OpenClaw Remote Code Execution Vulnerability via Node Invoke Approval Bypass

A remote code execution vulnerability has been identified in OpenClaw versions prior to 2026.2.14. The issue arises in the gateway's node.invoke parameters, where internal approval fields are not properly sanitized. This flaw allows authenticated clients to bypass execution approval for system.run commands. Attackers with valid gateway credentials can inject approval control fields to execute arbitrary commands on connected node hosts, potentially compromising developer workstations and continuous integration runners.

Impact

Exploitation of this vulnerability allows for arbitrary command execution on connected node hosts, which can lead to a full compromise of developer workstations, CI runners, and servers running the node host.

Reproduction

To reproduce this vulnerability, an authenticated gateway client must inject untrusted approval control fields into the 'node.invoke' parameters, specifically for the 'system.run' command.

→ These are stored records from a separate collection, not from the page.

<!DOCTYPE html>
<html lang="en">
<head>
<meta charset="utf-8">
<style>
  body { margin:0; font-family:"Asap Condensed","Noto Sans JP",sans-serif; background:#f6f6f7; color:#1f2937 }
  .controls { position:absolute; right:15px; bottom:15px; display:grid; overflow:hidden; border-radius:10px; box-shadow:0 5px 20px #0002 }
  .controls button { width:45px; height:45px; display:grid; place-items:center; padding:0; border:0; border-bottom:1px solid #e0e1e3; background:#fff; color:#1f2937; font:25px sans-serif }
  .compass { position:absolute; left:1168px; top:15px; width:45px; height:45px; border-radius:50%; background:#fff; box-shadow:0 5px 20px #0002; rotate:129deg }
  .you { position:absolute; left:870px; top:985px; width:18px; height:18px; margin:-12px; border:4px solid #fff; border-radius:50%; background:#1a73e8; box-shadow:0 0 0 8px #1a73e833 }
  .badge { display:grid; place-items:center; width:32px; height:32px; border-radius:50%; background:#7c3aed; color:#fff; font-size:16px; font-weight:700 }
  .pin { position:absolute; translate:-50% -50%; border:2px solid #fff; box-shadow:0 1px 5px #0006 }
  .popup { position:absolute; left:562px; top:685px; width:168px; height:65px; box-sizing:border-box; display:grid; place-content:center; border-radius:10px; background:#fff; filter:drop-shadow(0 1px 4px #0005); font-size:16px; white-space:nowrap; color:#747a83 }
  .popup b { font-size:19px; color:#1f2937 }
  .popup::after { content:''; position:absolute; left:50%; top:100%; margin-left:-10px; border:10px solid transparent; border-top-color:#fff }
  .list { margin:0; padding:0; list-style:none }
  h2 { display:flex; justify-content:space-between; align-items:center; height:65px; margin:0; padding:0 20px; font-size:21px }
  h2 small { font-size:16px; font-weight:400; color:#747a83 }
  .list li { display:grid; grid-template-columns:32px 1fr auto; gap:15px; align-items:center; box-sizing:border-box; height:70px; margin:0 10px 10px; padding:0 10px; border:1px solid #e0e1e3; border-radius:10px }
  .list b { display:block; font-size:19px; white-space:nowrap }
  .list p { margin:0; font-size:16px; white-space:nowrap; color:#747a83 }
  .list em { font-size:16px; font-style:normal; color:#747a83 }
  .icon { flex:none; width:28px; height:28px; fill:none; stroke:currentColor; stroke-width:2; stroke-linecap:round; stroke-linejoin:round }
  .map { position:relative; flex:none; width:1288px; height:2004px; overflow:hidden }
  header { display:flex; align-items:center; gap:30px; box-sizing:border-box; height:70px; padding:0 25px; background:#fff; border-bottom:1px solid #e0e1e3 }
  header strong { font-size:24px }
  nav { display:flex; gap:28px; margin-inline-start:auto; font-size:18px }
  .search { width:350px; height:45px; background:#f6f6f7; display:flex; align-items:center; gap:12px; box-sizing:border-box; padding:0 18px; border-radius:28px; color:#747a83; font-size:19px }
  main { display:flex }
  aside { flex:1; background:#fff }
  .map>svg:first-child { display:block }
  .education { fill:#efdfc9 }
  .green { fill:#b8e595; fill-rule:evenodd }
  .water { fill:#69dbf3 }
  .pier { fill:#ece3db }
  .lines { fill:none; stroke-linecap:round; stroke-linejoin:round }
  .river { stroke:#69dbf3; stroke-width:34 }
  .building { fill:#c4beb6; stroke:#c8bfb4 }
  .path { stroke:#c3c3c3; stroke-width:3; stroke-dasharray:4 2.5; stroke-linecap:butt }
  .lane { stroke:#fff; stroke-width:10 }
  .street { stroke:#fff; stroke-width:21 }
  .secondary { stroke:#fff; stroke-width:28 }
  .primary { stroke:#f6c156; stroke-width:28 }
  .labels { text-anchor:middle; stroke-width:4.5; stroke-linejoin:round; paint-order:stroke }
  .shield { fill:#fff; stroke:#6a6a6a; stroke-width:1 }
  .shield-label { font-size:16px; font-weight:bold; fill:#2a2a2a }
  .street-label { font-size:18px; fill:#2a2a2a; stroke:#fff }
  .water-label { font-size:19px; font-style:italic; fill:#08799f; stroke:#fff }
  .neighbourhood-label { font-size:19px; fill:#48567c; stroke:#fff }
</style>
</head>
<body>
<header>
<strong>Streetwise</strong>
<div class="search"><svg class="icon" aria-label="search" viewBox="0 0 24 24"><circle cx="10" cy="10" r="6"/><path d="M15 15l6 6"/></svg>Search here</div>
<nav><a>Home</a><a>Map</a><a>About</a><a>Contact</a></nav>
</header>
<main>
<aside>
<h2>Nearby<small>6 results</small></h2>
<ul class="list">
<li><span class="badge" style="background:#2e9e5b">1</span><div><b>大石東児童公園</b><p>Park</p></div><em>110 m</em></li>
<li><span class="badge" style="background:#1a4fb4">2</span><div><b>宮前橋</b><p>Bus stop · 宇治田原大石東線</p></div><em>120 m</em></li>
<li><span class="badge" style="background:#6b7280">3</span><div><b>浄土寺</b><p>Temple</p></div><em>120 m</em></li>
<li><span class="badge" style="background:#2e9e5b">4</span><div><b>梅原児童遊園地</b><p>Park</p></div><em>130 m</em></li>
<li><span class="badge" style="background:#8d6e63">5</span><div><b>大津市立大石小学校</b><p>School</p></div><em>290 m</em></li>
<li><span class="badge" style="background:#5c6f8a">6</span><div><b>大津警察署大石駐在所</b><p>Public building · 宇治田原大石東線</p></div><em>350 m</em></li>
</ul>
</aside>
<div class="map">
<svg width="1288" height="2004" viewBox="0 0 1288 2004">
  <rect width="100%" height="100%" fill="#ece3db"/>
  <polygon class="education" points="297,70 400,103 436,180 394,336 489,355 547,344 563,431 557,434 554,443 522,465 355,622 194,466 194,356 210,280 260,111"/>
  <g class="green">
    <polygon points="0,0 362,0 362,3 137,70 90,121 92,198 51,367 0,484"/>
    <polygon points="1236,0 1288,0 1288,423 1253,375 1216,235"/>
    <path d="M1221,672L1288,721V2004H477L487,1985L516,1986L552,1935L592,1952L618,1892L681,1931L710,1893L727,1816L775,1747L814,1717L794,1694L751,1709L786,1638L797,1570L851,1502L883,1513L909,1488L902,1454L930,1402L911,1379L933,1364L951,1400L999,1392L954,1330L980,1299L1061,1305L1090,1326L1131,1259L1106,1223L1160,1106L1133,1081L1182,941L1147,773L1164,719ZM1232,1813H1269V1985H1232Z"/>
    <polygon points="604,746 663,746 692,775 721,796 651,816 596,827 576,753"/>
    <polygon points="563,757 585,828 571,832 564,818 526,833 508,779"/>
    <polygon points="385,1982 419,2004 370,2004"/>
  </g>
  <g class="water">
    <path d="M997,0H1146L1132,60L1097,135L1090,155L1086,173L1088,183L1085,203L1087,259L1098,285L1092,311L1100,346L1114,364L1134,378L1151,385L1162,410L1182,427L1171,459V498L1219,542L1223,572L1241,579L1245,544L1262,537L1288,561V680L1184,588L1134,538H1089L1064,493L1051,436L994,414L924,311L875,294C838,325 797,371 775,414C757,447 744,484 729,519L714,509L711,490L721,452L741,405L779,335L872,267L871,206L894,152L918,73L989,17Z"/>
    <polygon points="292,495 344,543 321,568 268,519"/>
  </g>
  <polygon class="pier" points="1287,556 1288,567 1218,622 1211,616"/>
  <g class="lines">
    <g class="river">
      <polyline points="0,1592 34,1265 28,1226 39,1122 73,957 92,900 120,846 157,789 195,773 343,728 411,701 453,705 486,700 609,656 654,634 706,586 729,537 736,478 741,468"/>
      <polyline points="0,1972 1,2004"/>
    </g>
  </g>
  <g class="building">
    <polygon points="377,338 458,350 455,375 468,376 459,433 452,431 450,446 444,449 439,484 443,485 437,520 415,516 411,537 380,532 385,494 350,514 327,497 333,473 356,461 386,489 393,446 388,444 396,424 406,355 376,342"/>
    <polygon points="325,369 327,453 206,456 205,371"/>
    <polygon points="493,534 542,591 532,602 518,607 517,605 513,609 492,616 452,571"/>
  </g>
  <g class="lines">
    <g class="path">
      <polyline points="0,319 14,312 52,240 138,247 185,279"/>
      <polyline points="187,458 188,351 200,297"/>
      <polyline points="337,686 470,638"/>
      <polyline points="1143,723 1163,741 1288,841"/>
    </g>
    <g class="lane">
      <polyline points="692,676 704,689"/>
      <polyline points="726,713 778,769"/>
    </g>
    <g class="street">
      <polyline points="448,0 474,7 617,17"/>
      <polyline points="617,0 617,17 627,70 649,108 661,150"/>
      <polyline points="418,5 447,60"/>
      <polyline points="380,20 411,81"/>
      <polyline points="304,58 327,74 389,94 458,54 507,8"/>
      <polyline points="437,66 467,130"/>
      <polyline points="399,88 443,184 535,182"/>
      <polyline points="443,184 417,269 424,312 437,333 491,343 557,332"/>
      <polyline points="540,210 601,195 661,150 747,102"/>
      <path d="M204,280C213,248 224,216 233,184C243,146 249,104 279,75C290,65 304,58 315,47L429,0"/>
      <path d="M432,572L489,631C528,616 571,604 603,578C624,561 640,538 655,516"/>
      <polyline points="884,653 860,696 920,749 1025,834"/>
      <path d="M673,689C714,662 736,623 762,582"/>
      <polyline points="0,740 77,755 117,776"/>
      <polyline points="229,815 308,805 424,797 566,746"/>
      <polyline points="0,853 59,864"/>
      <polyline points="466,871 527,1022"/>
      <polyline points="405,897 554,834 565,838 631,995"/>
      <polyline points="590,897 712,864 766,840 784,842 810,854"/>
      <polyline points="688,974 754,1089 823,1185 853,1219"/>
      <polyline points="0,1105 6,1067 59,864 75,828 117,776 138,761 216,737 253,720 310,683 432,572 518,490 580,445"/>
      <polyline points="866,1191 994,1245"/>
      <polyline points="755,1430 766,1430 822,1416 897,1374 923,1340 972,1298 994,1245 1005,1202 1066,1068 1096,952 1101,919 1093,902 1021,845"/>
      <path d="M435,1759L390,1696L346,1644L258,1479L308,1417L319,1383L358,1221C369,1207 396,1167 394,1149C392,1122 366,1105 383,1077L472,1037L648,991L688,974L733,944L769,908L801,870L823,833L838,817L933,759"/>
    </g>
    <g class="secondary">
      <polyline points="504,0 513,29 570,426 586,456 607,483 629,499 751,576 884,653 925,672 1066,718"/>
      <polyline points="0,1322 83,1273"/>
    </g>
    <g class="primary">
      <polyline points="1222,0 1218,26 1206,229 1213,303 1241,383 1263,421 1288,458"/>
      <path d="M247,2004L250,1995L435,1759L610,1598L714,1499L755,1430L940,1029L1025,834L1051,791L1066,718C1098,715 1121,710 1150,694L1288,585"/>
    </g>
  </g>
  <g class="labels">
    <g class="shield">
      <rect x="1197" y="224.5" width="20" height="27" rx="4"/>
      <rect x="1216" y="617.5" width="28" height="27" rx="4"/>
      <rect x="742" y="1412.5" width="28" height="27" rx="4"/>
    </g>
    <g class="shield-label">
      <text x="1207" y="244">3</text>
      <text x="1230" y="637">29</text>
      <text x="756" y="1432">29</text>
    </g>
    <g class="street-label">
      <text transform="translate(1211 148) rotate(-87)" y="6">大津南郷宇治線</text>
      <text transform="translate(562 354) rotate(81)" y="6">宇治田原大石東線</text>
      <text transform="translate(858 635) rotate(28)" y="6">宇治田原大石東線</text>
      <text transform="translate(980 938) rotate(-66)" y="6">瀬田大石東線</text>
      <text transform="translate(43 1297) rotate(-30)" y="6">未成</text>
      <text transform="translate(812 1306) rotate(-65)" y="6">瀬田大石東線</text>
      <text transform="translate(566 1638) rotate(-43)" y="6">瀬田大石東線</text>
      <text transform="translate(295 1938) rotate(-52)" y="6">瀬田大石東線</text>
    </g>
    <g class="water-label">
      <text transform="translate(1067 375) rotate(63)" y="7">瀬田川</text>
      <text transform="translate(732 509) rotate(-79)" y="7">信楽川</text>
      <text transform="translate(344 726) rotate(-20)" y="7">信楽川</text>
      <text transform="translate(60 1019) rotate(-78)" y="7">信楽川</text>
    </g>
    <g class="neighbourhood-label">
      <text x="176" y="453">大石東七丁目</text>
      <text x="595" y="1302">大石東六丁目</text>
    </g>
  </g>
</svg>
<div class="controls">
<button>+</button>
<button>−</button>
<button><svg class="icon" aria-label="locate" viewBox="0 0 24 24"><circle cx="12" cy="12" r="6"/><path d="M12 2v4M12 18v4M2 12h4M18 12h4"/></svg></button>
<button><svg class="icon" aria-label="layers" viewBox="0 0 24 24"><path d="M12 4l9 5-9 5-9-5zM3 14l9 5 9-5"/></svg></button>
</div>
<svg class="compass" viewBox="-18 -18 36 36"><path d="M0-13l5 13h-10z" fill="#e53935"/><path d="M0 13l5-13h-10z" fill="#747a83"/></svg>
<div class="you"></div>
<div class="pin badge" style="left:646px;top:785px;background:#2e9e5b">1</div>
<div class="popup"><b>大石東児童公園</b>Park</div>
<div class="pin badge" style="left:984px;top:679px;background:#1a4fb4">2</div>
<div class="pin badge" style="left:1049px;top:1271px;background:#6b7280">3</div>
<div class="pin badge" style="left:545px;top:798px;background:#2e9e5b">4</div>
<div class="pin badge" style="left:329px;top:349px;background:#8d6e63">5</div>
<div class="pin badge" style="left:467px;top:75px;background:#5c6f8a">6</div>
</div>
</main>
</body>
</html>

This can be done by manipulating the 'params' to include approval fields that the gateway will accept, thereby bypassing the normal approval process.

Remediation

Users are advised to upgrade to OpenClaw version 2026.2.14 or later. After upgrading, the gateway will properly sanitize approval control fields before forwarding them to node hosts. Additionally, access to the gateway should be restricted to trusted networks and users, and gateway credentials should be rotated if there is a suspicion of exposure.